Autre point crucial: les outils de gestion commerciale et de reporting. Bien souvent, il s'agit de logiciels de gestion de la relation client permettant aux vendeurs nomades d'accéder à leurs fichiers clients, d'accomplir leur reporting, de consulter les tarifs... Un investissement qu'a réalisé, il y a deux ans, Thierry Brejon, président de VDI Conseil. Objectif? Gagner en efficacité. Désormais, les 10 com merciaux de cette PME lyonnaise, spécialisée dans la vente d'appareils bureautiques, peuvent, en quelques clics, visualiser leurs fichiers clients et les rendez-vous pris par les téléacteurs. Quant à leur chef des ventes, il peut suivre l'activité de son équipe. Son coût? 10000 euros pour la licence de ce logiciel. «Depuis qu'ils sont équipés, le rendement des commerciaux a augmenté de 20 %», témoigne Thierry Brejon, qui n'a jamais regretté sa décision.

En outre, quand vos vendeurs rentrent au bureau, tâchez de garder un oeil vigilant sur eux. Vos commerciaux reviennent d'une demi- journée de prospection? Prévoyez une réunion individuelle - pas plus d'une demi-heure - pour faire le point sur le nombre de contrats signés. Vous pourrez ainsi progresser en réajustant, par exemple, votre argumentaire de vente ou en affinant votre fichier clients. Ce sera également l'occasion de maintenir votre force de vente sous surveillance rapprochée. Un conseil? «Vous pouvez demander, à l'occasion de ces rendez-vous, un prévisionnel sur les trois prochains mois, où figureront les engagements concernant le nombre d'entretiens avec des prospects ou des clients», préconise Evelyne Platnic-Cohen, de Mémento Conseil. Dans le même esprit, les experts conseillent d'assurer une formation régulière aux vendeurs. L'intérêt? «Grâce à ces stages, ils améliorent leur performance commerciale, commente Olivier Lecerf, de Proudfoot Consulting. Défait, ils reprennent confiance en eux.» Plus motivés, vos vendeurs rechigneront moins à sortir de leur bureau. L'expert préconise de faire suivre une formation aux vendeurs, en moyenne chaque trimestre, sur des points particuliers tels que la négociation commerciale ou la réponse aux objections. A vous ensuite de vérifier, sur le terrain, ces nouveaux acquis. «Après une formation, le chef d'entreprise peut assister à un rendez-vous de son vendeur et faire ensuite le point sur les axes à améliorer», conseille Olivier Lecerf. Enfin, n'hésitez pas à utiliser la «carotte financière» pour les inciter à sortir. Au-delà de la rémunération variable liée au chiffre d'affaires, pourquoi ne pas les intéresser au nombre de rendez-vous pris?
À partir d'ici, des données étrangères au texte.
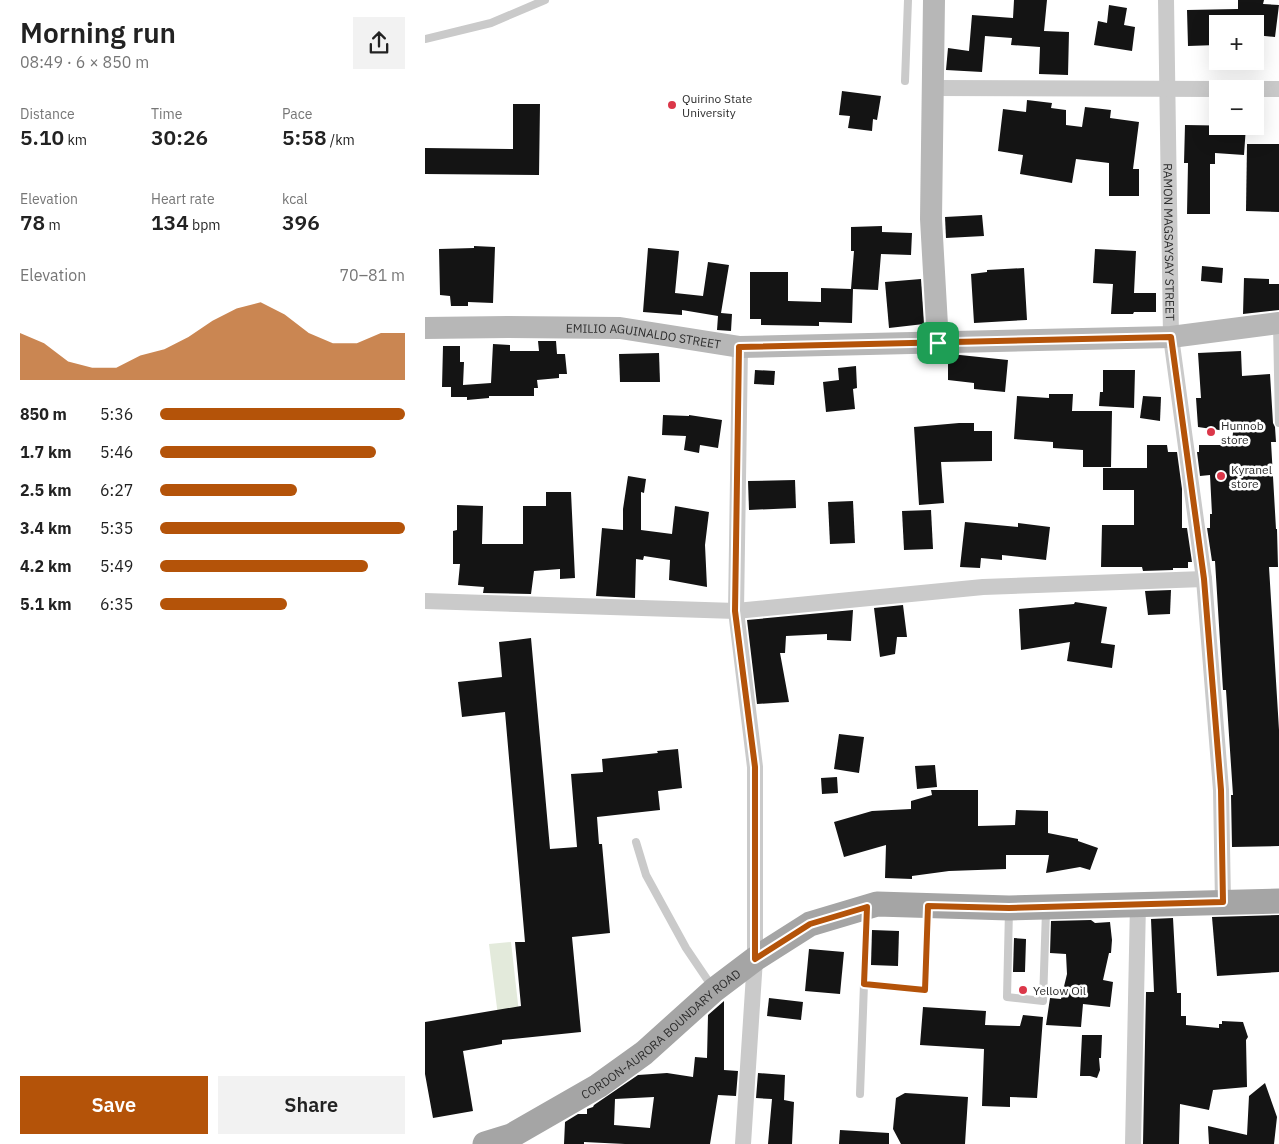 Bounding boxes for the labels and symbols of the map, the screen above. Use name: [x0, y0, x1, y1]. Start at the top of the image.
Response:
place label: Quirino State University: [682, 91, 753, 120]
marker: Quirino State University: [666, 99, 678, 111]
street label: RAMON MAGSAYSAY STREET: [1161, 163, 1178, 321]
street label: EMILIO AGUINALDO STREET: [566, 320, 722, 351]
pin: [917, 322, 959, 364]
place label: Hunnob store: [1221, 418, 1264, 447]
marker: Hunnob store: [1205, 426, 1217, 438]
place label: Kyranel store: [1231, 462, 1272, 491]
marker: Kyranel store: [1215, 470, 1227, 482]
street label: CORDON-AURORA BOUNDARY ROAD: [578, 965, 743, 1102]
place label: Yellow Oil: [1033, 983, 1086, 998]
marker: Yellow Oil: [1017, 984, 1029, 996] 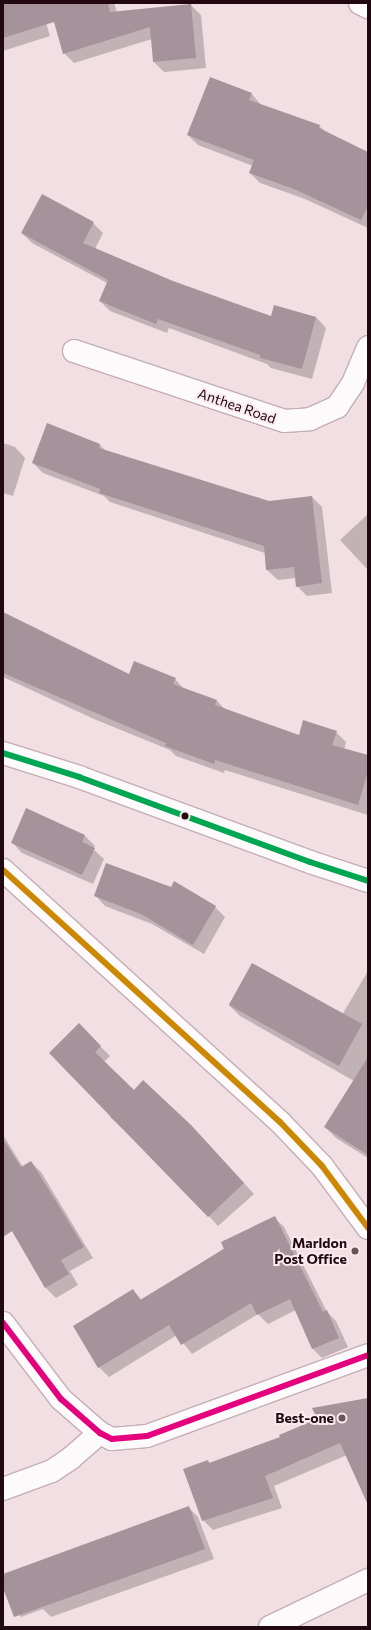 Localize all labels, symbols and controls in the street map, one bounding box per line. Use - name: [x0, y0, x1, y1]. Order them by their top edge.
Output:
- street label: Anthea Road: [196, 385, 278, 427]
- unlabelled marker: [180, 811, 190, 821]
- place label: Marldon Post Office: [274, 1235, 347, 1268]
- marker: Marldon Post Office: [350, 1246, 360, 1256]
- place label: Best-one: [275, 1410, 334, 1426]
- marker: Best-one: [337, 1413, 347, 1423] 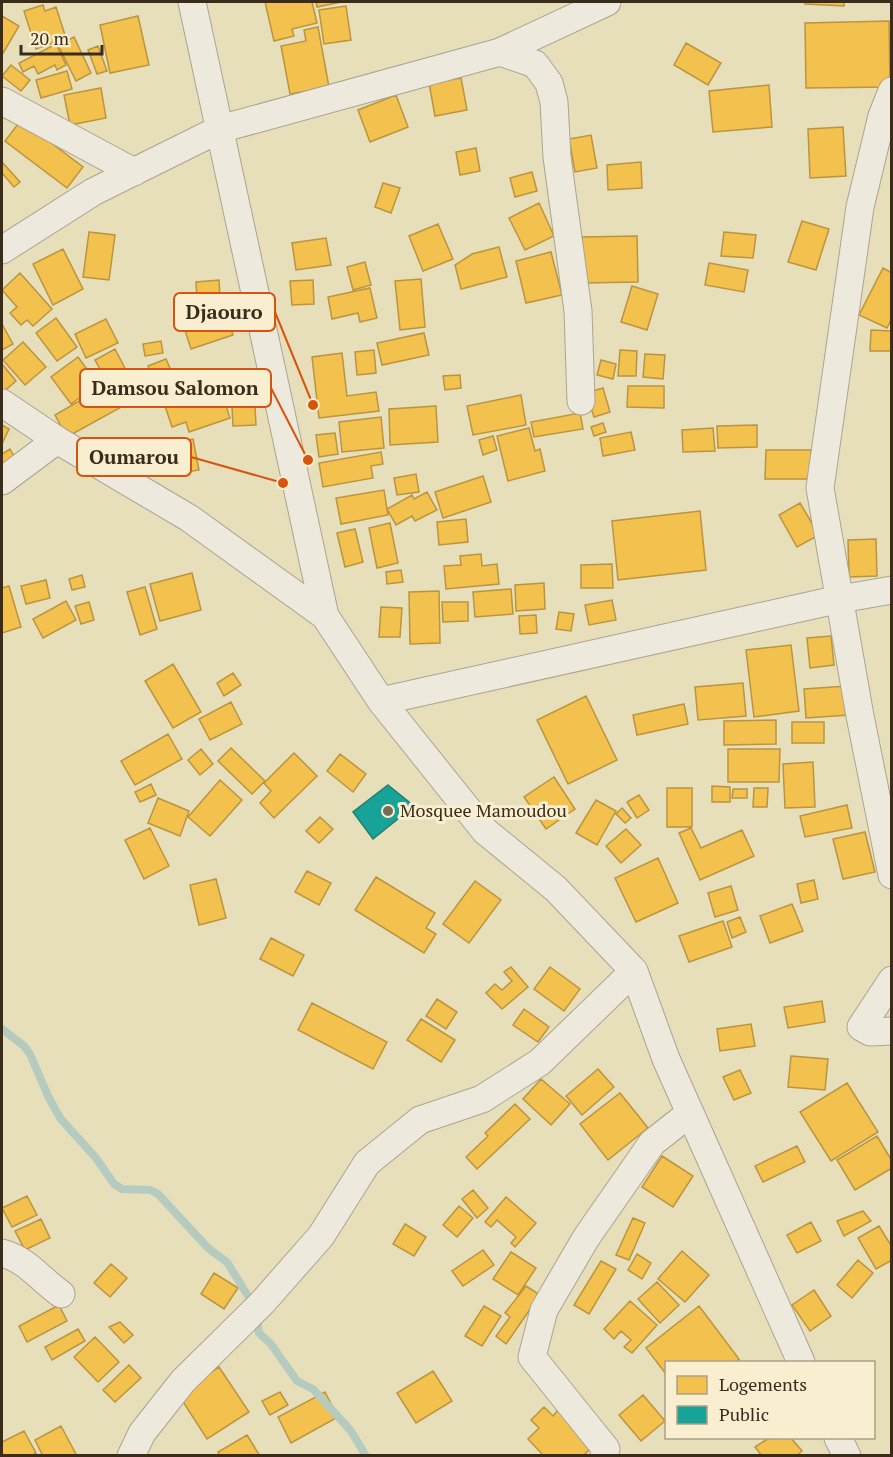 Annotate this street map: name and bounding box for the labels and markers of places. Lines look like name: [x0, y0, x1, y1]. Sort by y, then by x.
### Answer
callout: Djaouro: [174, 293, 275, 331]
callout: Damsou Salomon: [80, 369, 271, 407]
callout: Oumarou: [77, 438, 191, 476]
place label: Mosquee Mamoudou: [400, 798, 567, 822]
marker: Mosquee Mamoudou: [381, 804, 395, 818]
Evelyne Platnic-Cohen conseille de «fixer des objectifs intermédiaires pour inciter les commerciaux à augmenter leur nombre de rendez-vous extérieurs». Jouer sur le système de rémunération est la position adoptée par la société Orsys. «C'est un levier de motivation indispensable pour inciter nos vendeurs à passer plus de temps sur le terrain», confirme Dominique Acquaviva, le dirigeant de cette entreprise de formation. Certes, chez Orsys, le variable peut représenter jusqu'à 30 % du salaire des vendeurs. Mais ce bonus est lié à une kyrielle d'objectifs: chiffre d'affaires bien sûr, mais aussi nombre de rendez-vous extérieurs par vendeur. Et cela marche. Les quinze commerciaux terrain de la PME remplissent, chaque année, 100 % de leurs objectifs.